Start of Given data
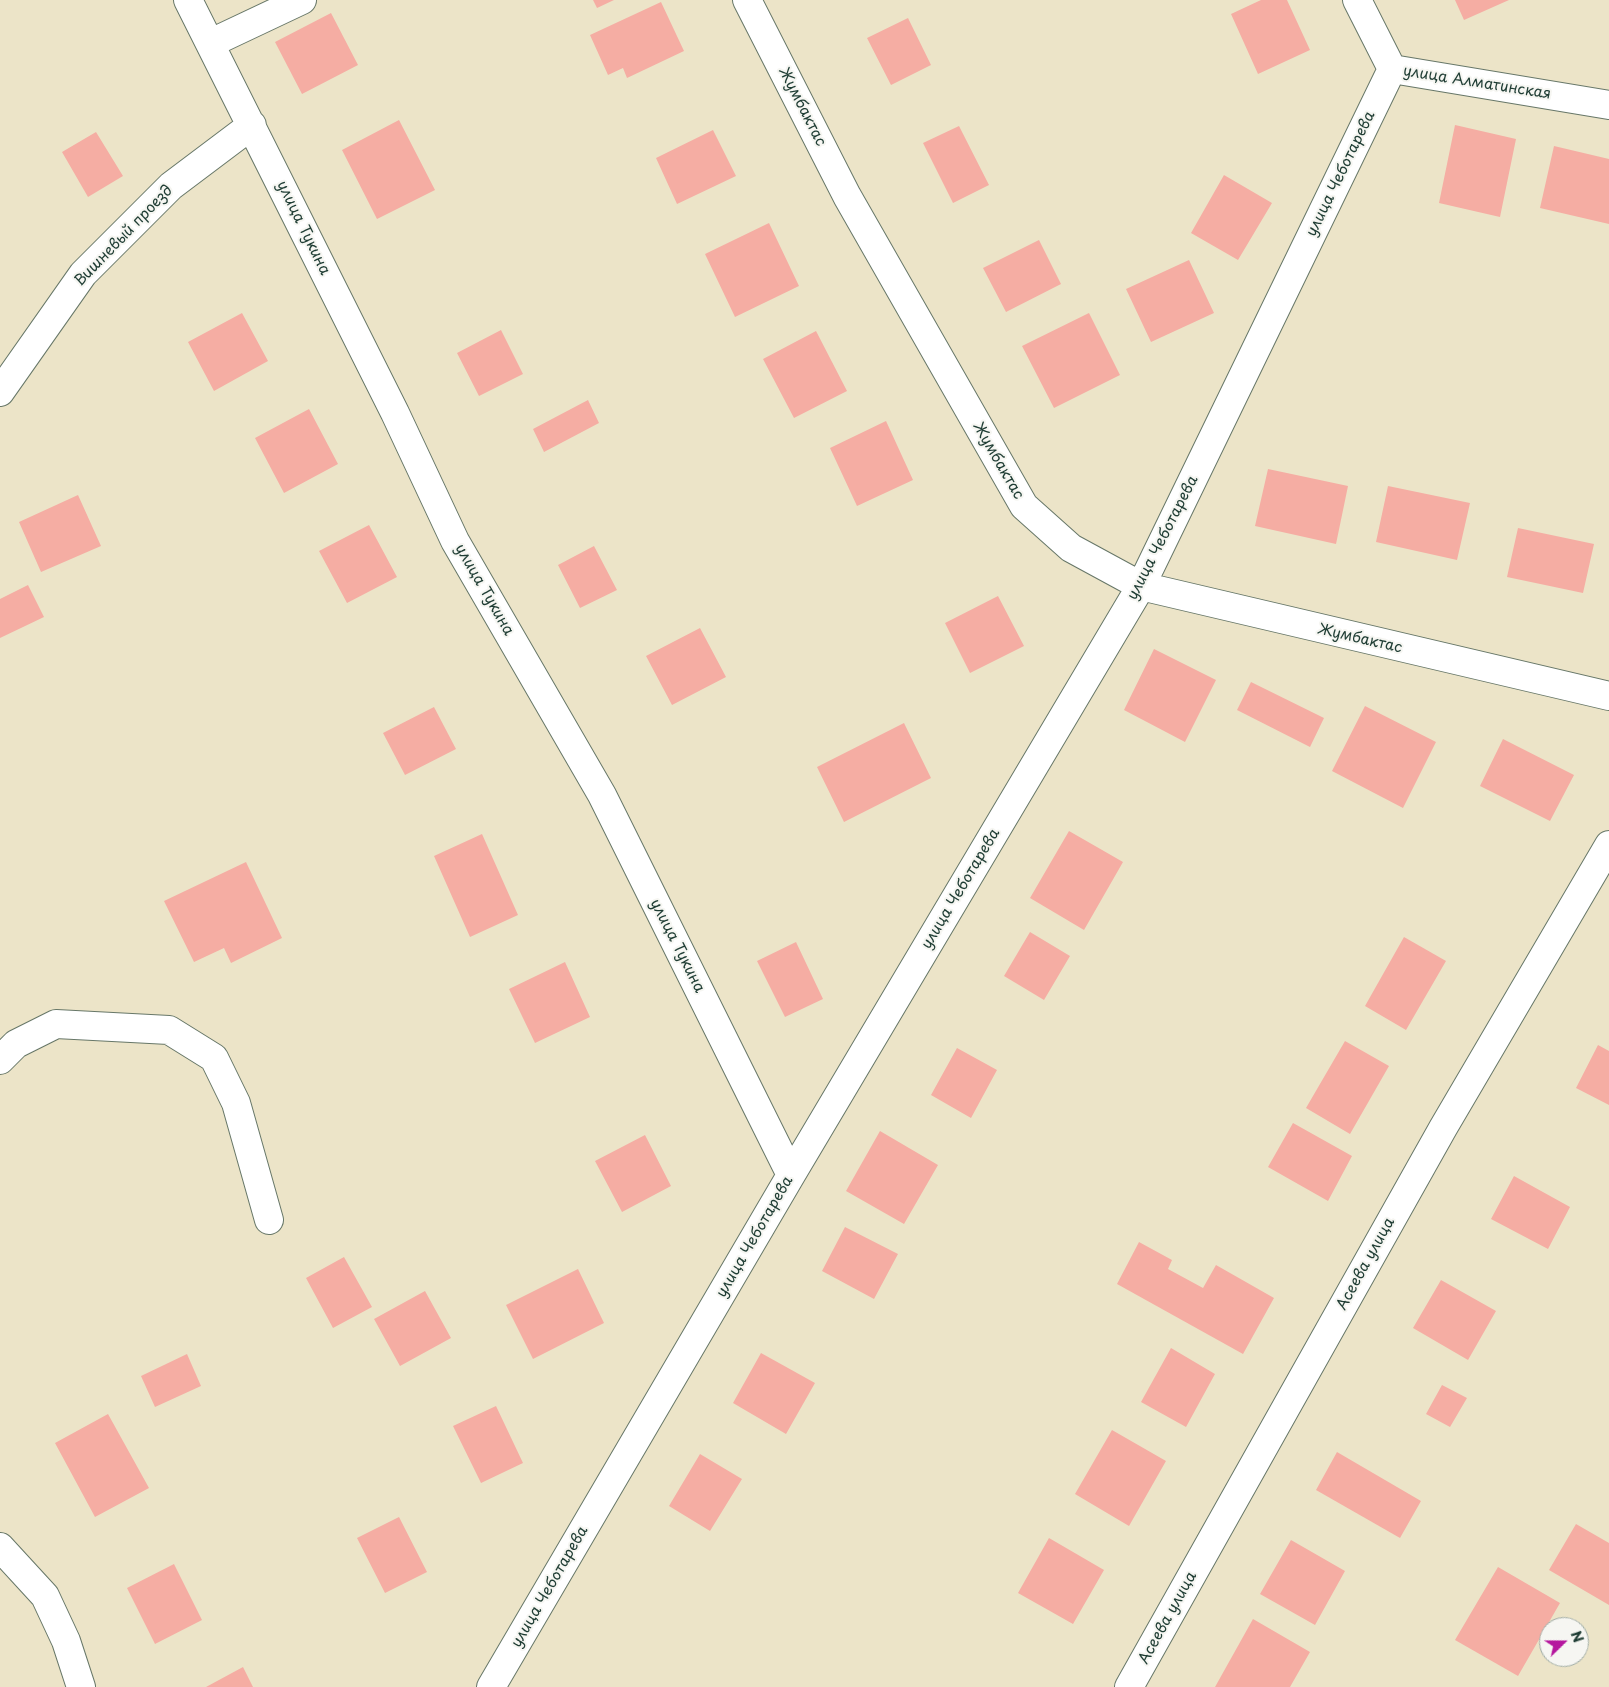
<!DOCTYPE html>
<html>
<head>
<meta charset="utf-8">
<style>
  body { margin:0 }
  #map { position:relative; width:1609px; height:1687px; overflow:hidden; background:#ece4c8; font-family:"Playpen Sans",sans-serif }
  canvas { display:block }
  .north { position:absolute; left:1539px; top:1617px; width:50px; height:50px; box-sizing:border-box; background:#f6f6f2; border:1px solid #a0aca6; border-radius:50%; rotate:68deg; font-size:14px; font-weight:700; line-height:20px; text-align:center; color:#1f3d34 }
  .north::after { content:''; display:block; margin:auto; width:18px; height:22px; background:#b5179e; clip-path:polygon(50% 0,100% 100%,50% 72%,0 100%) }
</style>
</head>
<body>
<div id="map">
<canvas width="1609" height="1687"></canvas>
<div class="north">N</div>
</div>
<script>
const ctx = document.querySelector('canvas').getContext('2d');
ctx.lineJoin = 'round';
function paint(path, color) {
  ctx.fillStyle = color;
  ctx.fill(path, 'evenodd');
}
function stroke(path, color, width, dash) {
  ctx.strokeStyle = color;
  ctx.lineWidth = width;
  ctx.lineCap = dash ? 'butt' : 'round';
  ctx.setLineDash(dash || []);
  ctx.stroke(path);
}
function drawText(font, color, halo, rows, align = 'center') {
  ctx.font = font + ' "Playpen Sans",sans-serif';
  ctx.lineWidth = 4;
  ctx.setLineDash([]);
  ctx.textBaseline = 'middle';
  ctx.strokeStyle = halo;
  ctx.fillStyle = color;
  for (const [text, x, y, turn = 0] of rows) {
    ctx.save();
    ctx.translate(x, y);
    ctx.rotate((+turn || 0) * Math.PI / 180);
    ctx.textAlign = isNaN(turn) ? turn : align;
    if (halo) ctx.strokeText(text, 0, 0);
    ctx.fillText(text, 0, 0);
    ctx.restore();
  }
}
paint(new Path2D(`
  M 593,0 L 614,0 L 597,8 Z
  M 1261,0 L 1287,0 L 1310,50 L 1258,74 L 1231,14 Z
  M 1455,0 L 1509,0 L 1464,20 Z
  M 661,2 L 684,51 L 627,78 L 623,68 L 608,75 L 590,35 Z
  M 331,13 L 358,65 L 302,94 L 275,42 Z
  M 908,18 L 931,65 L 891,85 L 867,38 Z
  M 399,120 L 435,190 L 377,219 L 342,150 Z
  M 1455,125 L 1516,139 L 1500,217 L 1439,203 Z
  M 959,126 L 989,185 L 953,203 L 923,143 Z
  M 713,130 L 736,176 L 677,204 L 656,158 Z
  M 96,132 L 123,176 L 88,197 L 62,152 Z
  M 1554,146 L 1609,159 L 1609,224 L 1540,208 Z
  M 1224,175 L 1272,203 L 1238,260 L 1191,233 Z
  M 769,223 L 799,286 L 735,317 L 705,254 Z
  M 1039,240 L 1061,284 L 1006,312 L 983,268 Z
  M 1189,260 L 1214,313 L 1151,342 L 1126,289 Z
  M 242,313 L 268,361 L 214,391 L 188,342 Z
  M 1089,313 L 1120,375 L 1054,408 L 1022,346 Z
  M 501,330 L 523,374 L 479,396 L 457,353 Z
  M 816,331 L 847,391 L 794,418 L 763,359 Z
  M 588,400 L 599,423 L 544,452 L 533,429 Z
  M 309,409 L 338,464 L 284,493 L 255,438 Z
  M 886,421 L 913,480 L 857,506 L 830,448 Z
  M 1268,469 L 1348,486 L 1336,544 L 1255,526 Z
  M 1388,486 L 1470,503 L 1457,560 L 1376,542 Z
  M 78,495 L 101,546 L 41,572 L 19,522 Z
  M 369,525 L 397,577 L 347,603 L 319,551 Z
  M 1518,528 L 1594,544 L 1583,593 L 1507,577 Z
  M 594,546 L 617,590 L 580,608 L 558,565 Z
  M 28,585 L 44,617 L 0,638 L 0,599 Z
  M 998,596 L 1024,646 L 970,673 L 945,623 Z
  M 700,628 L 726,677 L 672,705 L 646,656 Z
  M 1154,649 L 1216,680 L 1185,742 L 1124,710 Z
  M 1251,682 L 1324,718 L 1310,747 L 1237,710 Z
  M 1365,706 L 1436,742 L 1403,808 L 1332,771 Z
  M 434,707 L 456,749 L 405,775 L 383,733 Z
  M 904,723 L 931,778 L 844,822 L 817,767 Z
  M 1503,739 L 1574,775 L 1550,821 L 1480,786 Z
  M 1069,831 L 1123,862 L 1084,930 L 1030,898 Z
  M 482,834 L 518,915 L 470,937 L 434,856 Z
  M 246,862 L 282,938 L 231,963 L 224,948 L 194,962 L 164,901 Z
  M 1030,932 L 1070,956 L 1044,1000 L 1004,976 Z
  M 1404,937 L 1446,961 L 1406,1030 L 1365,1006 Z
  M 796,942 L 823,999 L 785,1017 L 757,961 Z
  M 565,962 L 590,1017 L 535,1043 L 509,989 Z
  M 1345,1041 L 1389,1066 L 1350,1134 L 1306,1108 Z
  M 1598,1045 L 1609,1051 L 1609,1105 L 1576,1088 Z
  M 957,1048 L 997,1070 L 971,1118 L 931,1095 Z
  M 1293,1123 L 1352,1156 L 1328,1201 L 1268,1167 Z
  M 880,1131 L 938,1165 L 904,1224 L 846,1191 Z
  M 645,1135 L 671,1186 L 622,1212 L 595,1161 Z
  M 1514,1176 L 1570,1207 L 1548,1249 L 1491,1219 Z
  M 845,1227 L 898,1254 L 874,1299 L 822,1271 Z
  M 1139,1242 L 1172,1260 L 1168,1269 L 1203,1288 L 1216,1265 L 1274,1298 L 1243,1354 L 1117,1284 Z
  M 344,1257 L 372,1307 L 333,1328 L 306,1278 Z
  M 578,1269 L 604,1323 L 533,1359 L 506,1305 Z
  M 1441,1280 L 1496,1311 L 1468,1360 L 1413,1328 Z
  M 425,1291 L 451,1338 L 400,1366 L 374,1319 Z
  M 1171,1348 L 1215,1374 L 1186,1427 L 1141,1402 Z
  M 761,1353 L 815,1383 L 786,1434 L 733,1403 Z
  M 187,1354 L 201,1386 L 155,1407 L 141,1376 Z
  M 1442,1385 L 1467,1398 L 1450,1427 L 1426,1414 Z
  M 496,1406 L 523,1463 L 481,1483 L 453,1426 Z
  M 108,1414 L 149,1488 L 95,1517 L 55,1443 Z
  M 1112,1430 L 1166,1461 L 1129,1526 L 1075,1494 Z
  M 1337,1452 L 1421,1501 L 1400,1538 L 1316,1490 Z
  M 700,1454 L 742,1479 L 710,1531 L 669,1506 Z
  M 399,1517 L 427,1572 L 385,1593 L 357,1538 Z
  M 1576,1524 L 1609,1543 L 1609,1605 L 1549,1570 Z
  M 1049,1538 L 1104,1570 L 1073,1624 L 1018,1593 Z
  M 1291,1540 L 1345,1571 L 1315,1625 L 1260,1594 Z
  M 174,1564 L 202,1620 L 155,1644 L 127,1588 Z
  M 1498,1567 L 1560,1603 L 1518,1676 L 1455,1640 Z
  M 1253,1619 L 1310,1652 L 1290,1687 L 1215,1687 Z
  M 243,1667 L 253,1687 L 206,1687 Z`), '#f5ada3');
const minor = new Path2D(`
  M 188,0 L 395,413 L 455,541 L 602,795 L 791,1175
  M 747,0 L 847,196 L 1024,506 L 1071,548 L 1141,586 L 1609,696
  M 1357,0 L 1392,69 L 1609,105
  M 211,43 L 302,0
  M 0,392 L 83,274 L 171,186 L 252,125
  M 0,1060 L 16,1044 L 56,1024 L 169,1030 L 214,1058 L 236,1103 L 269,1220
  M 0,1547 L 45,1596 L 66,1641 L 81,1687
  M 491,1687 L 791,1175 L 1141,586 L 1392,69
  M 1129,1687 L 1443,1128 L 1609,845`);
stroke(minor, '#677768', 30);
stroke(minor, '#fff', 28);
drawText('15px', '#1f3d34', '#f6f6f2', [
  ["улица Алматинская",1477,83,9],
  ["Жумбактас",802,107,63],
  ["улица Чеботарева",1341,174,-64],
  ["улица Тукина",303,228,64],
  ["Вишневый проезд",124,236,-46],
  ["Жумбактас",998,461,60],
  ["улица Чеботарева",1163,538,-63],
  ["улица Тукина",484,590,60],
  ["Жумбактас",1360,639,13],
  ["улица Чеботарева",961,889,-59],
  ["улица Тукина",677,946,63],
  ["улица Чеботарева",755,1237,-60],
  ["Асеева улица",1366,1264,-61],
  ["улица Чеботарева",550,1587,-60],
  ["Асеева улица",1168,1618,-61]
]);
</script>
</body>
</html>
End of Given data
▶ **Exercise aim**
Please count the lines in the records that contain "rotate" and reply with the count alone.

▶ **Answer to this exercise**
2